Personal local deployment of DeepSeek: video memory formula and graphics card recommendation

Written by
Caleb Hayes
Updated on:July-09th-2025
Recommendation

DeepSeek deployment guide for personal use, memory calculation and graphics card selection.

Core content:
1. Calculation principle of graphics memory requirements and parameter scale relationship
2. Comparison table of model scale and graphics card recommendation
3. Optimization strategy, cost-effectiveness improvement and future deployment suggestions

Yang Fangxian
Founder of 53AI/Most Valuable Expert of Tencent Cloud (TVP)
With the rapid development of artificial intelligence technology, local deployment of large language models (such as DeepSeek) has become an important way for individual developers and small teams to explore AI applications. However, the choice of video memory requirements and hardware configuration often become the core difficulties in the deployment process. This article will start from the principle of video memory calculation, combine model scale and graphics card performance, and provide a systematic deployment solution for individual users.
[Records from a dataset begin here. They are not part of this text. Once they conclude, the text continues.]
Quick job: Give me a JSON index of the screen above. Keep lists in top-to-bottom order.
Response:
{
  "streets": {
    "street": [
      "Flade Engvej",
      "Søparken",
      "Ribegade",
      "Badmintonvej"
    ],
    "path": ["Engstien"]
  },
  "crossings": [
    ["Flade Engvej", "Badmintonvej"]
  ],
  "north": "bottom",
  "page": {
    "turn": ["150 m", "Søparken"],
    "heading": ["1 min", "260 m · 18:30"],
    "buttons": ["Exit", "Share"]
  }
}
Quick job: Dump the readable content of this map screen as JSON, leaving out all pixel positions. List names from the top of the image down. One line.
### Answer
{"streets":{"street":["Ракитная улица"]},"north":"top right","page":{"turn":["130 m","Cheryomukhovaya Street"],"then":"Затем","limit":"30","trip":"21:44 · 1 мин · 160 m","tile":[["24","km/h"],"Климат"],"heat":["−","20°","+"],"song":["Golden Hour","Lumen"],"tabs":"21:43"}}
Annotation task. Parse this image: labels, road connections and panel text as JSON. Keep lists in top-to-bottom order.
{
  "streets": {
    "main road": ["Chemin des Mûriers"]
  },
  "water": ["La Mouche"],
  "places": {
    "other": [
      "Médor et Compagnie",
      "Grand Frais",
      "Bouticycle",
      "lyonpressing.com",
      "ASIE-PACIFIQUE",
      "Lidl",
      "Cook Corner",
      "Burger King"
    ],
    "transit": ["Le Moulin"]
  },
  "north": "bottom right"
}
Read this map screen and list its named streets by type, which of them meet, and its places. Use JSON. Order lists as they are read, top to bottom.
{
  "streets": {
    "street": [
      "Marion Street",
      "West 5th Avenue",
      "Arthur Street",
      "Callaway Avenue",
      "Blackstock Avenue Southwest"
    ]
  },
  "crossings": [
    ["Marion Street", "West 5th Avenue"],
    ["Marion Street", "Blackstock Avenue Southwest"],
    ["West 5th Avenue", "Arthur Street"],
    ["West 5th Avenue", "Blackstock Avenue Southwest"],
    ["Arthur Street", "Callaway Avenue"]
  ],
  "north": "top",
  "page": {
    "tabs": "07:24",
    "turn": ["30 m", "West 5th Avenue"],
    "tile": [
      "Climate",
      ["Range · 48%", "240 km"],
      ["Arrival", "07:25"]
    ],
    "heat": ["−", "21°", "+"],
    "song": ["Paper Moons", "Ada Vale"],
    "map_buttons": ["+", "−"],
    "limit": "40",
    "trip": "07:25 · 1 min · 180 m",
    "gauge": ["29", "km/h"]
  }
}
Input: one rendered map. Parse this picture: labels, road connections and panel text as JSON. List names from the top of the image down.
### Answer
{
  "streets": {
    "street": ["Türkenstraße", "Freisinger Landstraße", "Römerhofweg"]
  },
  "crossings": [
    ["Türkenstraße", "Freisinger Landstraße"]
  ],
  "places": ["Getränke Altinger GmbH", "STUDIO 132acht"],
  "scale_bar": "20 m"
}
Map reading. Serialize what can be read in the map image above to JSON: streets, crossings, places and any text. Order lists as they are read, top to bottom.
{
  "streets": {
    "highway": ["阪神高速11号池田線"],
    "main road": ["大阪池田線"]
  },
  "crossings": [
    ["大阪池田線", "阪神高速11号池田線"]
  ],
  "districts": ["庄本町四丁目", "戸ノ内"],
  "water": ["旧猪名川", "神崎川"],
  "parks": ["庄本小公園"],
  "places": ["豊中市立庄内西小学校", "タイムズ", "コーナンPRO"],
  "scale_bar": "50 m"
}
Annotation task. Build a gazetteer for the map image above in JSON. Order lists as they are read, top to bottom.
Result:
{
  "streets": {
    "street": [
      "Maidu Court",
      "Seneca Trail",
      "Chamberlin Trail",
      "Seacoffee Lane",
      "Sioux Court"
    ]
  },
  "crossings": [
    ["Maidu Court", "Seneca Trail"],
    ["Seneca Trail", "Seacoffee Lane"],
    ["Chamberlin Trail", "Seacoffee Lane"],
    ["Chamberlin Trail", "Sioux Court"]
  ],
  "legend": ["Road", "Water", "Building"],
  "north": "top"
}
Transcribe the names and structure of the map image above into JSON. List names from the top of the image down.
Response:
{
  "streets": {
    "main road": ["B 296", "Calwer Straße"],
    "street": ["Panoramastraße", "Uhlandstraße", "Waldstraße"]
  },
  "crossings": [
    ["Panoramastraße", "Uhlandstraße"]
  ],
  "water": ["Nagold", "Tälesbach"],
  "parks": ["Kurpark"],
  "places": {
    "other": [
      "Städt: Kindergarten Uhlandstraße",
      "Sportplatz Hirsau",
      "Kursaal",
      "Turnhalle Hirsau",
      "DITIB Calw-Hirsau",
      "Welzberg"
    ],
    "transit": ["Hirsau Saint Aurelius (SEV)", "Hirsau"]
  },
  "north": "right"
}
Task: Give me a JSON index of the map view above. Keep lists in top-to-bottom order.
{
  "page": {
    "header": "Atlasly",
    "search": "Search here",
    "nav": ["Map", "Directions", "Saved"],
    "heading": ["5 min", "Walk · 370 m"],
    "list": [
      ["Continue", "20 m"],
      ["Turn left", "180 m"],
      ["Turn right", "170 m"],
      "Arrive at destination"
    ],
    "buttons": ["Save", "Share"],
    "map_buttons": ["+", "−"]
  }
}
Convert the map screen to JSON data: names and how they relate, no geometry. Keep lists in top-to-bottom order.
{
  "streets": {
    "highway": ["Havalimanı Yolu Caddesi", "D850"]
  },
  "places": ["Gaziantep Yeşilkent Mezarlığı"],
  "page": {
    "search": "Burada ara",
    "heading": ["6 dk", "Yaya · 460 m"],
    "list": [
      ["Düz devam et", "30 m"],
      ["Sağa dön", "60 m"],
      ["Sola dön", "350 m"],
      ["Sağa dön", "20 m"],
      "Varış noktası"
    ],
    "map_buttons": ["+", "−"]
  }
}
1. Calculation logic of video memory requirements

Relationship between parameter scale and video memory

The model memory usage is mainly composed of three parts:

  • ‌Model parameters‌ : Each parameter occupies 2 bytes in FP16 precision and 1 byte in INT8 precision
  • ‌Inference Cache‌ : includes intermediate variables such as activation values ​​and attention matrices
  • ‌System Overhead‌ : Additional consumption such as CUDA context, framework memory management, etc.

‌Basic calculation formula‌ :

Video memory requirement ≈ parameter quantity × precision factor × safety factor

in:

  • ‌Precision coefficient‌ : 2 for FP16, 1 for INT8, and 0.5 for 4-bit quantization
  • Safety factor : 1.2-1.5 is recommended (to allow for cache and system overhead)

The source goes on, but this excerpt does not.